▶ _WORK REQUEST_: Below are some entries; report how many of their lines contain the word "halo", giving nothing besides the number.

▶ _GIVEN INFORMATION_:
------

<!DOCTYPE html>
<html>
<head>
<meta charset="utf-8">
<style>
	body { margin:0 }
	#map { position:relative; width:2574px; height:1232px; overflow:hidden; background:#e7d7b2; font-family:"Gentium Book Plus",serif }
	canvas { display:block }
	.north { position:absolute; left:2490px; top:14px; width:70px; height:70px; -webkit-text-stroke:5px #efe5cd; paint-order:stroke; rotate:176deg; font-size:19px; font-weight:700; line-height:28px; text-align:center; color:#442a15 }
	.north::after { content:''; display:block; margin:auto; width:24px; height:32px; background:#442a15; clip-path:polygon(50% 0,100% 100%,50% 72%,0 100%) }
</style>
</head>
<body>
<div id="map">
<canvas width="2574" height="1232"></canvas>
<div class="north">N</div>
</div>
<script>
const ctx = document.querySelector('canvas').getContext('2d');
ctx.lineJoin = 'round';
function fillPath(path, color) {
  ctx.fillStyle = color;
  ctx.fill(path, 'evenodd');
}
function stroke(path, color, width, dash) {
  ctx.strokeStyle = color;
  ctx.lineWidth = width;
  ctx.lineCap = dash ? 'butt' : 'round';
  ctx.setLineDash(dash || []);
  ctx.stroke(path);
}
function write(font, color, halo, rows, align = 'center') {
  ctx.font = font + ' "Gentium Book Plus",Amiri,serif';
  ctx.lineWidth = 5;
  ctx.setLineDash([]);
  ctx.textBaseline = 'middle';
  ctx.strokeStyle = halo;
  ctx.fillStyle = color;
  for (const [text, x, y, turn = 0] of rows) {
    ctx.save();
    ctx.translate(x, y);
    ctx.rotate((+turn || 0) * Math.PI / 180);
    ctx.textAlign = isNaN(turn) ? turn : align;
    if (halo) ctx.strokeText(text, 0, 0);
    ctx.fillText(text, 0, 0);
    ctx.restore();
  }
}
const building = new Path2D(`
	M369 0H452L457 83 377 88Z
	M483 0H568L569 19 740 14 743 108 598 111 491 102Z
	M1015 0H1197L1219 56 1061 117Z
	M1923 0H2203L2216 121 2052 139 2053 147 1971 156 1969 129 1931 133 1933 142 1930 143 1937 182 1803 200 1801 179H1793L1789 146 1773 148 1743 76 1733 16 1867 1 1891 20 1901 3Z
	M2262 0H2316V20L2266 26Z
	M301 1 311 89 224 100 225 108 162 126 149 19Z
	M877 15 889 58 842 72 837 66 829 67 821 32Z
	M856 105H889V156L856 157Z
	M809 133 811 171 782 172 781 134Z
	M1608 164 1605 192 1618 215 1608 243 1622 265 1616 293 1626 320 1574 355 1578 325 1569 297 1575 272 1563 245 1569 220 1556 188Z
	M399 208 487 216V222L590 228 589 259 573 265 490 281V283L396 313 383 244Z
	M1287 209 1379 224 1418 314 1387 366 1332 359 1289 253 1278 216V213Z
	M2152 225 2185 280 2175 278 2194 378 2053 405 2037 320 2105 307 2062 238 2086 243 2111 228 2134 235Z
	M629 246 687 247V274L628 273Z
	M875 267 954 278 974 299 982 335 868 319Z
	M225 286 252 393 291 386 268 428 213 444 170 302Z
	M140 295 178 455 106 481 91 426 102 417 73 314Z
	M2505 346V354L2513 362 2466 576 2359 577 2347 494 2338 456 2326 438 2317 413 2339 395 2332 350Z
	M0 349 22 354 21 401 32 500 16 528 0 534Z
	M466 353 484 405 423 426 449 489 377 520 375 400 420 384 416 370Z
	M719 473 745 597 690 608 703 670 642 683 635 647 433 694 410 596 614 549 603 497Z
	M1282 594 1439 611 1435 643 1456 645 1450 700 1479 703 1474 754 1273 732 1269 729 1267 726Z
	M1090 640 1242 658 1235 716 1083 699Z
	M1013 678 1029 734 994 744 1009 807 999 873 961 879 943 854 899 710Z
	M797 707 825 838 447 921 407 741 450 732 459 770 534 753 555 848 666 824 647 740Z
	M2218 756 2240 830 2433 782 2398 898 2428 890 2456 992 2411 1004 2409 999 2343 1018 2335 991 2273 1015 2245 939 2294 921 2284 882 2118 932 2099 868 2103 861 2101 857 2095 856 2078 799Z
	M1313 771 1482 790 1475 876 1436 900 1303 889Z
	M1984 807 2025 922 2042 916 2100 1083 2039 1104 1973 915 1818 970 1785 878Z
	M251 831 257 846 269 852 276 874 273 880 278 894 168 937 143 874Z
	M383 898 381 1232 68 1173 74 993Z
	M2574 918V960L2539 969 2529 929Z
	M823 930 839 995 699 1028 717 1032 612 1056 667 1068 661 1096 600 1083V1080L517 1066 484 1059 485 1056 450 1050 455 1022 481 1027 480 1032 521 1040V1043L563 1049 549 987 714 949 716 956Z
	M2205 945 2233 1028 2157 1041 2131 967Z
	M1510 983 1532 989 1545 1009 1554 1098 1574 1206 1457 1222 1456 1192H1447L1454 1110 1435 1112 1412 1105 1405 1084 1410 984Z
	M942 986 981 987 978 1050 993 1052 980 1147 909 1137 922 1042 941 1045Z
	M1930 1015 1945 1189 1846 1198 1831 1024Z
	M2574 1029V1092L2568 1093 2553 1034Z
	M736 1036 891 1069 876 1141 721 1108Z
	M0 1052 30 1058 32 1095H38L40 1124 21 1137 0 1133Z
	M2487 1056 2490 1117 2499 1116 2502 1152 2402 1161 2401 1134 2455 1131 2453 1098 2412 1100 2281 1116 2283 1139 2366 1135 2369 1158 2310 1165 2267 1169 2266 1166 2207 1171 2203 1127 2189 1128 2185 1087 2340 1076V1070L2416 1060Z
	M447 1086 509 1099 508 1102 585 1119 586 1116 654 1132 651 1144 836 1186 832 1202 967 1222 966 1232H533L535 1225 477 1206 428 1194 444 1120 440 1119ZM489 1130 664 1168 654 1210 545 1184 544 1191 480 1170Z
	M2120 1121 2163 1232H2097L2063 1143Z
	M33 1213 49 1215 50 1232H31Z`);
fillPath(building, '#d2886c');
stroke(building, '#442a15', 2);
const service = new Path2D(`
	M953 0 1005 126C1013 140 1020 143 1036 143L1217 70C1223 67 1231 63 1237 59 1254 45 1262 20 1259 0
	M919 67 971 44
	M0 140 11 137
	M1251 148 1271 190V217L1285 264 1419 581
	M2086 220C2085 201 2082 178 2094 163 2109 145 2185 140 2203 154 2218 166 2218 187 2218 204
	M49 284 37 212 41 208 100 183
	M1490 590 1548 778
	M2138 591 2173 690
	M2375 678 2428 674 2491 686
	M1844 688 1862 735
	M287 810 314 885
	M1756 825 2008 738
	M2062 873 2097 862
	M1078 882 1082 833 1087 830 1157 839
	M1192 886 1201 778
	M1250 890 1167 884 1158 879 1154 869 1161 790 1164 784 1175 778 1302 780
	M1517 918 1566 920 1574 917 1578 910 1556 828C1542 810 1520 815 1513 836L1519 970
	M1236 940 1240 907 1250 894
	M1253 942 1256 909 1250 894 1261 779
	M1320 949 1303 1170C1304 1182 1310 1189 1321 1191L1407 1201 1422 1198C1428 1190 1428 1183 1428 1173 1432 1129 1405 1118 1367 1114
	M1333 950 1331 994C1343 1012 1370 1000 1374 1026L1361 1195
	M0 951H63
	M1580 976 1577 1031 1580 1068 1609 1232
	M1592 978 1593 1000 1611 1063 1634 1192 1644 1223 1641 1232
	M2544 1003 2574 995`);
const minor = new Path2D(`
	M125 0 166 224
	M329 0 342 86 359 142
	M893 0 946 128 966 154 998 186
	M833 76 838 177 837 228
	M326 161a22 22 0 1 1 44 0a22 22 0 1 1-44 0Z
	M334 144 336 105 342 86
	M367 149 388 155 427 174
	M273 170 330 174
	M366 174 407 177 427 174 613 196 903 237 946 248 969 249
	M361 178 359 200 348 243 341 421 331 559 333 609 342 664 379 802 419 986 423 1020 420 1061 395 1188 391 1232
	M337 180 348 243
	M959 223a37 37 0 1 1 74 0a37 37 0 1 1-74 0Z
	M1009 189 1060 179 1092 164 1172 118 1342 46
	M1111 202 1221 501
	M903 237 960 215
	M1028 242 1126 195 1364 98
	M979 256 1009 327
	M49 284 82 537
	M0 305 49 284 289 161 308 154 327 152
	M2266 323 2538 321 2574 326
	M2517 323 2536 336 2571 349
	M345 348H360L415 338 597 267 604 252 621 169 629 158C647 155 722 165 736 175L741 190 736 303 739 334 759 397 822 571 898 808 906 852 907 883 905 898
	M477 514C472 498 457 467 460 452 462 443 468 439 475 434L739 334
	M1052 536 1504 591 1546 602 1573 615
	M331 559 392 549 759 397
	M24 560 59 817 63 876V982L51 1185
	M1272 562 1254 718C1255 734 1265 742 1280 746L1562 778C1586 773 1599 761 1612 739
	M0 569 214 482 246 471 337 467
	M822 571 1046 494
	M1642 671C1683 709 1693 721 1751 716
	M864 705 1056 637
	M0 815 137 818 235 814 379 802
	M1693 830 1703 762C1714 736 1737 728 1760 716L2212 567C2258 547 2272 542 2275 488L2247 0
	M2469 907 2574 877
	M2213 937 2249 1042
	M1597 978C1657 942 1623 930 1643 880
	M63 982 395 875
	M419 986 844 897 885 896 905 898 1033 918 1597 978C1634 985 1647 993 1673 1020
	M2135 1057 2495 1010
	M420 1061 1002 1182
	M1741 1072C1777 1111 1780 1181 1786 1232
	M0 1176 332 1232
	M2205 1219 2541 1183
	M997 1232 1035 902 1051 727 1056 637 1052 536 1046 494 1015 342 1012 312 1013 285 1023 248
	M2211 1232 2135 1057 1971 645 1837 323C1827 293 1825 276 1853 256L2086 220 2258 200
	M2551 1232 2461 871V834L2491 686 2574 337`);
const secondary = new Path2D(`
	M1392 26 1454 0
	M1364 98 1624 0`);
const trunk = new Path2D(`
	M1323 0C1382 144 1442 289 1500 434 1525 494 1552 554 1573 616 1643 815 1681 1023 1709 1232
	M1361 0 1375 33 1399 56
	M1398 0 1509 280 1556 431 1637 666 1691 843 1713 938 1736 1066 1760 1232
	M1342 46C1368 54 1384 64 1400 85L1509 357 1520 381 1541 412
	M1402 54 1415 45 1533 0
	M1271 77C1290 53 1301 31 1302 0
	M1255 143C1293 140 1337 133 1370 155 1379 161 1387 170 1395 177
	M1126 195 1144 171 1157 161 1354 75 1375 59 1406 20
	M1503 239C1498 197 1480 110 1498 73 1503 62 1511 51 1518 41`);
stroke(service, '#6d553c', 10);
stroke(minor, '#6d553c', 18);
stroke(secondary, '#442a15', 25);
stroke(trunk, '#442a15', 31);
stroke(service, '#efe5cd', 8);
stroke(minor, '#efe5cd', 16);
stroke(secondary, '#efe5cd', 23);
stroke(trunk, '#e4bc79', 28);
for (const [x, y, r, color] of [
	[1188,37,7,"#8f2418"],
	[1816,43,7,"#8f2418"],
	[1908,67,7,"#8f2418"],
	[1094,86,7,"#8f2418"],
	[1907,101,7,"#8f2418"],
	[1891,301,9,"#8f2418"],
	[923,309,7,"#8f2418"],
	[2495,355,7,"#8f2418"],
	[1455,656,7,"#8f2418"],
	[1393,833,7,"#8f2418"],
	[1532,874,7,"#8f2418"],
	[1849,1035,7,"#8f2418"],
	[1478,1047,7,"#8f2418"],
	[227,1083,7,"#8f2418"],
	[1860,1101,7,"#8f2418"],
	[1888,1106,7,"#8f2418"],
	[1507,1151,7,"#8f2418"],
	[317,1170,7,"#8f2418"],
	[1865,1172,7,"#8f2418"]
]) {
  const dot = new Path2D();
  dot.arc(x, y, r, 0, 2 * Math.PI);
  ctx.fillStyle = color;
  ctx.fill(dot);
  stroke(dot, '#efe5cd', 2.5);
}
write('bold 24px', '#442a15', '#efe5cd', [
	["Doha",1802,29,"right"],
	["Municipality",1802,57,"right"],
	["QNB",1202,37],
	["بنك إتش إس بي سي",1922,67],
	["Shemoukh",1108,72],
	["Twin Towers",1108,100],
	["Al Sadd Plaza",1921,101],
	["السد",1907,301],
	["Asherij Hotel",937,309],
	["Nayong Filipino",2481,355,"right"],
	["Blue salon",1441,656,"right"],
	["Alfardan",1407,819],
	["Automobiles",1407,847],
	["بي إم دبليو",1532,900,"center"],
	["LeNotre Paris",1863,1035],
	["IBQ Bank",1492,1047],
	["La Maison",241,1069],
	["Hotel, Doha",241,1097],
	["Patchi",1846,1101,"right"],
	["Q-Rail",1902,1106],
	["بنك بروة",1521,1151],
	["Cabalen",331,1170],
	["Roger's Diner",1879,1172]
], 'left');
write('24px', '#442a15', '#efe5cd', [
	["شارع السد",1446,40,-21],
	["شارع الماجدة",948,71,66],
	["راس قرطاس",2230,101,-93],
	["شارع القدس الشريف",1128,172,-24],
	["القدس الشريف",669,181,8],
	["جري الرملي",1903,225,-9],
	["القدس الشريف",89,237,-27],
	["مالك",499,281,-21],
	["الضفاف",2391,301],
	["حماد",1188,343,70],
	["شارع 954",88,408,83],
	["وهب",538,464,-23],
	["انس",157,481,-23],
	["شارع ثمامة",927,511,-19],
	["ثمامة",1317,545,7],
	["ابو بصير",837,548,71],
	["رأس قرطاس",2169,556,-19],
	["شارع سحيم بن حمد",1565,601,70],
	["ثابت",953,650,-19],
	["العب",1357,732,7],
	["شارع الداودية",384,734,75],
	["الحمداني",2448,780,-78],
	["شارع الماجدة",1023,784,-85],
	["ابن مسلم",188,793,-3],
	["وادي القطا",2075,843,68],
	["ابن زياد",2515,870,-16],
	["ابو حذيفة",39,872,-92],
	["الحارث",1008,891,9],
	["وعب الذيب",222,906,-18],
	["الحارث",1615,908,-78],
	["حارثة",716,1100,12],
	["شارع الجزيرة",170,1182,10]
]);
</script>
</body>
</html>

------

▶ _WRITTEN ANSWER_: 3